Overall, blockchain technology can be considered a natural continuation of the technological evolution the hospitality industry is still catching up with. While broadly recognized as a beneficial systemic application for multiple industries and governmental infrastructure, pursuing a hasty, strategy-less implementation may cause more challenged than benefits for hoteliers.
In the end, all thorough systemic developments require time and prediction models such as the Gartner hype curve of blockchain 2021 foresees another five to ten years until decentralized models will plateau. Hence, on the one hand it is too early to make a predictive call as to the potential for blockchain to provide the panacea to OTAs that the hospitality industry has been waiting for.
On the other hand, it perfectly comes down to the chicken-or–the-egg question.
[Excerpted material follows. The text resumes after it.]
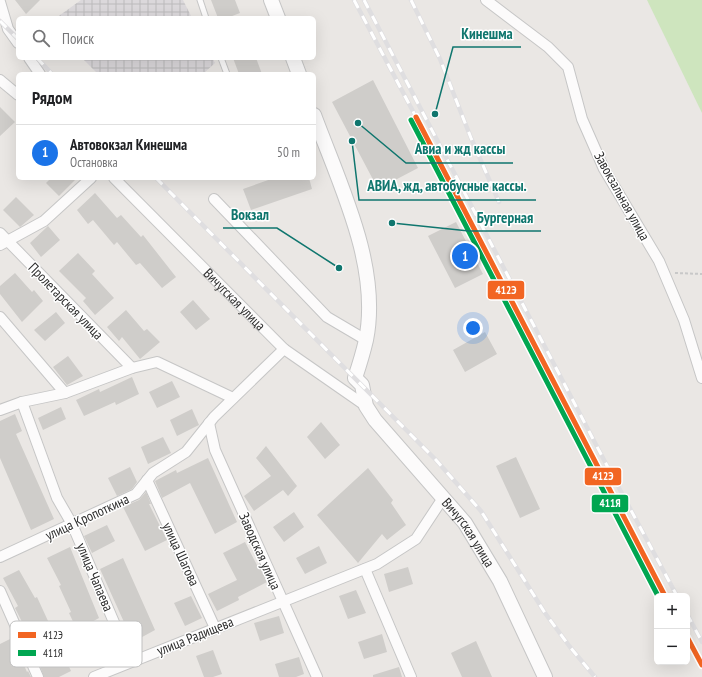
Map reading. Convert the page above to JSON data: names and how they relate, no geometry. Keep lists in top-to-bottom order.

First and foremost, it all depends on the idea. The right idea which answers the needs of all stakeholders at the right time will disrupt the vicious cycle of continuous impediments. Only the right idea will provoke the long waited paradigm shift that acknowledges the beneficial feasibility of blockchain for the hotel sector and break with acclaimed hype cycle predictions. Henceforward, to conclude, the question remains “What does the right idea entail?